November 10, 2010

Returning to the Novel -- Layoffs are Not Recommended

A layoff of over three months has made my return to my novel a thoroughly distressing challenge. In fact, I'm getting the feeling this may be a bit of a start over.

The hiatus was not intentional. Parenting challenges, a move across the country -- were the biggest culprits of my gentle sliding away. But my own shortcomings also played a role.

Shortcomings that have become more evident as I revisit my manuscript and begin to make decisions on how to proceed.

A re-read of my current work and I'm more than pleased with the writing style, the sense of flow, the way characters interact within their environment. They seem to be uniquely individual, well-textured, and believable -- at least to my limited understanding of character. And most of all the dialog is tight, accurate in the way it should be with such characters.

About three quarters of the way through the 180+ pages, I begin to notice a change in the writing. The story, initially a drama on how a perceived indiscretion in a small town unravels the worlds -- in unpleasant fashion -- for all involved, begins to tear away to functional character responses that show a careless hand. The motivations too obvious, too easily explained away by simplistic morality.

I think I was aware of this three months ago, and rather than attack it headstrong and nip the problem in the bud, I let it bleed away silently -- focused more on word count. When it got to a sticking point that I couldn't easily correct, I shelved it amidst the current personal circumstances that were also taking up so much time.

And of course, returning to the work now is like revisiting it for the first time. My mental processes miles away from where they were when I first started. I've even forgotten a few character names and what their role(s) are in the overall plot.

But maybe this is a good thing. An element of objectivity comes with a substantial layoff. I'm more ruthless with my decisions -- and the fact I noticed the narrative's complacency at all is promising. I'm not convinced I would have noticed the problem to its fullest extent three months ago.

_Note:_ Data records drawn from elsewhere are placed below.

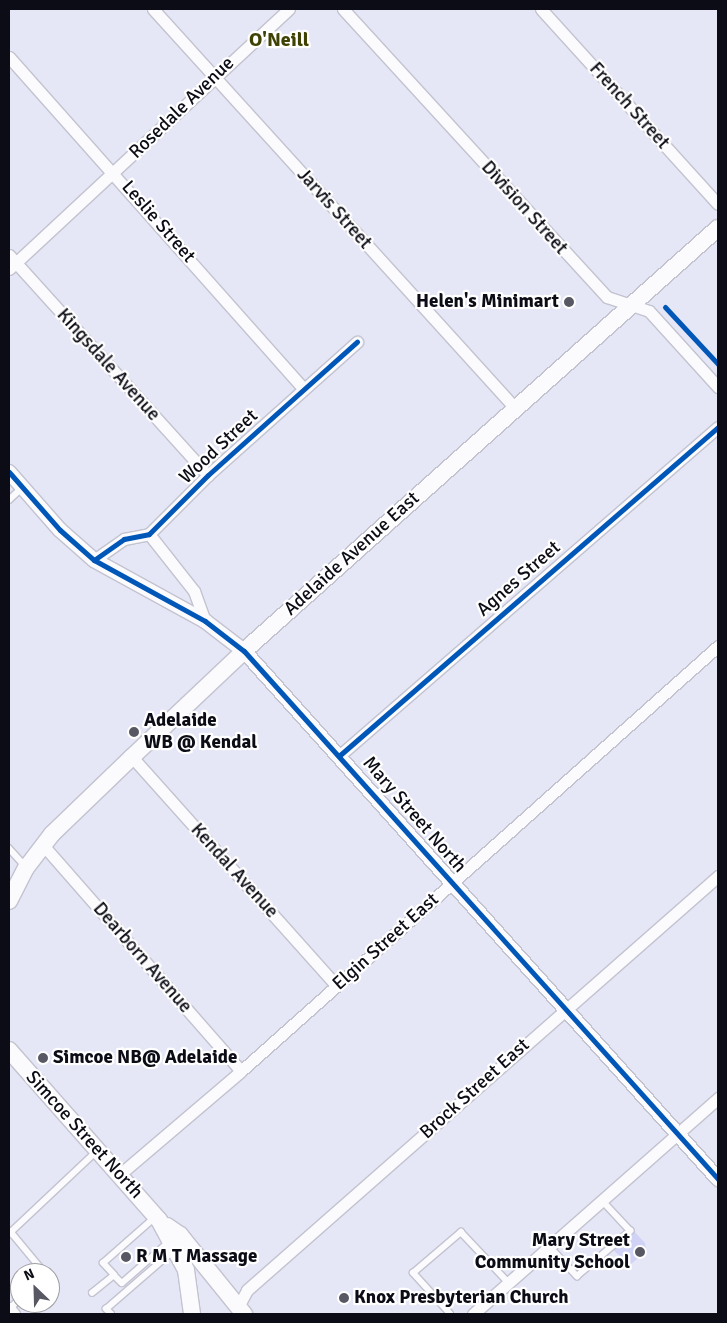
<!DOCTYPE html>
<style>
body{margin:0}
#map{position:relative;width:727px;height:1323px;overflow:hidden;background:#e5e6f6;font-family:Signika,sans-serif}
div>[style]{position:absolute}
.green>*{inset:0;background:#d1d3f6}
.roads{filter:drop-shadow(1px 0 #c3c3d0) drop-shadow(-1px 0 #c3c3d0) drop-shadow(0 1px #c3c3d0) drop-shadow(0 -1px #c3c3d0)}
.service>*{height:5.5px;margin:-2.75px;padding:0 2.75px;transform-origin:2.75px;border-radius:2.75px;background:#fbfbfe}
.minor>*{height:11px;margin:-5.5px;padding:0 5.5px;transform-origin:5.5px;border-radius:5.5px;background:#fbfbfe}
.tertiary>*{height:14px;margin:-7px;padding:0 7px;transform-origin:7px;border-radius:7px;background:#fbfbfe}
.secondary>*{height:16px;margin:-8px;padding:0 8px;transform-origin:8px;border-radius:8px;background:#fbfbfe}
.cycleway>*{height:5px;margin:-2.5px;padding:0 2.5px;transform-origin:2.5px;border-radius:2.5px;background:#0057b8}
.dots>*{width:14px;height:14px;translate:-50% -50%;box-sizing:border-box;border:2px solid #fff;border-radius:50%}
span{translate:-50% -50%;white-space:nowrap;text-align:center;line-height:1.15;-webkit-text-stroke:4.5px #fff;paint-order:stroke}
.street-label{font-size:19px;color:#0b0c15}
.poi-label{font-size:19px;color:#0b0c15;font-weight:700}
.right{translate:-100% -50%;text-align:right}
.left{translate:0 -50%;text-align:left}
.neighbourhood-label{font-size:20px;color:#3f4202;font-weight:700}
.frame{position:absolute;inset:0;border:10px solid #0b0c15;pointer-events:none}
.north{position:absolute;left:10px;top:1263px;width:50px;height:50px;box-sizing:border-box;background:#fff;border:1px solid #9d9ea1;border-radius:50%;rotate:336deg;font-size:14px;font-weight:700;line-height:20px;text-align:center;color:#0b0c15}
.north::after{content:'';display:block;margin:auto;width:18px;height:22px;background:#575864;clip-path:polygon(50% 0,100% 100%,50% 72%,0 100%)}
</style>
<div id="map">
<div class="green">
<i style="clip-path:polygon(631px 1228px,645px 1243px,646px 1251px,630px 1265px,611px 1248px)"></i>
</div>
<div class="roads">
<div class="service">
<i style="left:9px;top:500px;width:18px;rotate:-43deg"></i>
<i style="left:9px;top:848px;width:24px;rotate:48deg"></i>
<i style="left:11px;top:1232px;width:118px;rotate:-43.3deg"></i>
<i style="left:9px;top:1234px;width:3px;rotate:-45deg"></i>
<i style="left:11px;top:1232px;width:53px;rotate:50.3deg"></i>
<i style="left:550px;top:1247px;width:40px;rotate:47deg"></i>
<i style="left:577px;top:1276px;width:70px;rotate:-40.3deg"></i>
<i style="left:630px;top:1231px;width:41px;rotate:-133deg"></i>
<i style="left:114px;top:1275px;width:11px;rotate:45deg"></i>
<i style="left:122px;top:1283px;width:64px;rotate:-41.2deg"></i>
<i style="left:92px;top:1293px;width:28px;rotate:-39deg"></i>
<i style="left:114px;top:1275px;width:16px;rotate:-133deg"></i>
<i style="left:103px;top:1263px;width:68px;rotate:-41.4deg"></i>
<i style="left:9px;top:1309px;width:15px;rotate:-42deg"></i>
<i style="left:111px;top:1314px;width:7px;rotate:-135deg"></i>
<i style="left:106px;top:1309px;width:90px;rotate:-40.9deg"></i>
<i style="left:450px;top:1314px;width:55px;rotate:-132.1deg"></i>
<i style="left:413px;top:1273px;width:63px;rotate:-40.5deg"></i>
<i style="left:461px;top:1232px;width:70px;rotate:46.7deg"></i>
</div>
<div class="minor">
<i style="left:153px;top:9px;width:539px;rotate:47.78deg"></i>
<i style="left:343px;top:9px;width:391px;rotate:47.5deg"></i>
<i style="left:607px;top:297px;width:44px;rotate:18.4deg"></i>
<i style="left:649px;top:311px;width:103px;rotate:47.8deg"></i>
<i style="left:541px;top:9px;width:263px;rotate:47.8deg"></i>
<i style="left:9px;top:57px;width:444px;rotate:48.4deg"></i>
<i style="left:9px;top:255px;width:297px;rotate:47.9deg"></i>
<i style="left:9px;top:269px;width:382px;rotate:-42.9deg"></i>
<i style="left:149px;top:534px;width:73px;rotate:51.7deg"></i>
<i style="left:194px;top:591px;width:32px;rotate:70deg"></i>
<i style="left:94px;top:560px;width:37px;rotate:-35deg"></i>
<i style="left:124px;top:539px;width:25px;rotate:-11deg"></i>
<i style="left:149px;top:534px;width:83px;rotate:-45deg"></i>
<i style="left:208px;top:475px;width:200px;rotate:-41.8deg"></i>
<i style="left:340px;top:755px;width:500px;rotate:-40.95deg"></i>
<i style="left:132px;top:757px;width:307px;rotate:48.2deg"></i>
<i style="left:43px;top:845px;width:300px;rotate:48.8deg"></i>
<i style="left:119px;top:1175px;width:160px;rotate:-40.4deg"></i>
<i style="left:241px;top:1071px;width:639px;rotate:-41.7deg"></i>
<i style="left:238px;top:1307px;width:19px;rotate:-62deg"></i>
<i style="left:247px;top:1290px;width:627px;rotate:-41.31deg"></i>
<i style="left:9px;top:1308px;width:8px;rotate:50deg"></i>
<i style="left:473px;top:1314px;width:327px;rotate:-41.4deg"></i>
</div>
<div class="tertiary">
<i style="left:9px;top:472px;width:77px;rotate:48.7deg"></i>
<i style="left:60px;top:530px;width:45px;rotate:41.4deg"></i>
<i style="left:94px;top:560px;width:127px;rotate:28.8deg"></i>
<i style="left:205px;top:621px;width:49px;rotate:37.6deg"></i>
<i style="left:244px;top:651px;width:710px;rotate:48.08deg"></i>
</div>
<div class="secondary">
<i style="left:9px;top:901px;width:37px;rotate:-63deg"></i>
<i style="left:26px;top:868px;width:43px;rotate:-52.6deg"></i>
<i style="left:52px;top:834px;width:111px;rotate:-43.9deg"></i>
<i style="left:132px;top:757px;width:154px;rotate:-43.4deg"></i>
<i style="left:244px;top:651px;width:635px;rotate:-41.75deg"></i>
<i style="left:9px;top:1050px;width:227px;rotate:48.6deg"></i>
<i style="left:159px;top:1220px;width:57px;rotate:61.6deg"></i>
<i style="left:186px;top:1270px;width:44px;rotate:82.2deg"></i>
<i style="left:167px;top:1226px;width:16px;rotate:35deg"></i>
<i style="left:180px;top:1235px;width:102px;rotate:51deg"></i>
</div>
</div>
<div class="cycleway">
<i style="left:665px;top:307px;width:78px;rotate:47.1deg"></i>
<i style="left:9px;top:472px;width:77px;rotate:48.7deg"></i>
<i style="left:60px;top:530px;width:45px;rotate:41.4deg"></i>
<i style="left:94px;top:560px;width:127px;rotate:28.8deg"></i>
<i style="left:205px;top:621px;width:49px;rotate:37.6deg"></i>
<i style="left:244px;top:651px;width:710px;rotate:48.08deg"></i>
<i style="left:94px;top:560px;width:37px;rotate:-35deg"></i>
<i style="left:124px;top:539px;width:25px;rotate:-11deg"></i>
<i style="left:149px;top:534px;width:83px;rotate:-45deg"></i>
<i style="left:208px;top:475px;width:200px;rotate:-41.8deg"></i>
<i style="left:340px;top:755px;width:500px;rotate:-40.95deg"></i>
</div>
<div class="dots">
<i style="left:569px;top:302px;background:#575864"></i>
<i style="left:134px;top:732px;background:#575864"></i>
<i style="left:43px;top:1058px;background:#575864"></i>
<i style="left:640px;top:1252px;background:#575864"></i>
<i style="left:126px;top:1257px;background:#575864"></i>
<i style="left:344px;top:1298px;background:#575864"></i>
</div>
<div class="street-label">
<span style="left:629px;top:106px;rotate:48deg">French Street</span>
<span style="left:182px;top:108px;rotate:-44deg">Rosedale Avenue</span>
<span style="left:524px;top:208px;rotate:48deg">Division Street</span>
<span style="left:334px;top:209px;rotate:48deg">Jarvis Street</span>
<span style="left:158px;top:222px;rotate:49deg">Leslie Street</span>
<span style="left:108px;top:365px;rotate:48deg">Kingsdale Avenue</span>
<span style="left:219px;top:447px;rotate:-43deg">Wood Street</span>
<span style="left:352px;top:554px;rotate:-42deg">Adelaide Avenue East</span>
<span style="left:519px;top:579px;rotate:-41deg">Agnes Street</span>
<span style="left:414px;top:815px;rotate:49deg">Mary Street North</span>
<span style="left:234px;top:871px;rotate:48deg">Kendal Avenue</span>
<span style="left:386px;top:942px;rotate:-42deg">Elgin Street East</span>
<span style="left:142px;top:958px;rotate:49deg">Dearborn Avenue</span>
<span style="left:475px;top:1089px;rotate:-42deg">Brock Street East</span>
<span style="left:84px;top:1135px;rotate:48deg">Simcoe Street North</span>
</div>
<div class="poi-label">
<span class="right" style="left:559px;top:302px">Helen's Minimart</span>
<span class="left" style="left:144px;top:732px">Adelaide<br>WB @ Kendal</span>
<span class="left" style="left:53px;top:1058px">Simcoe NB@ Adelaide</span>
<span class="right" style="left:630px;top:1252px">Mary Street<br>Community School</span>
<span class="left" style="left:136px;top:1257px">R M T Massage</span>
<span class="left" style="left:354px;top:1298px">Knox Presbyterian Church</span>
</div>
<div class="neighbourhood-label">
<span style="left:279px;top:39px">O'Neill</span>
</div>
<div class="frame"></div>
<div class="north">N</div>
</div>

So this week the grind begins again. My daughter is in preschool 3 days a week -- which should mean three days of steady writing. Progress be damned. It's not Giller Prize material -- yet.

Unless I keep wasting time with blog posts like this, of course.

3 comments:

Sam said...

Good for you, man. Nothin' to it but to do it.

Harry Tournemille said...

Thanks, Samuel. What's the latest on your work?

Sam said...

Finished it, entered it in a contest, thinking about sending it to some agents now. Started the second one. Feeling very positive about the whole experience.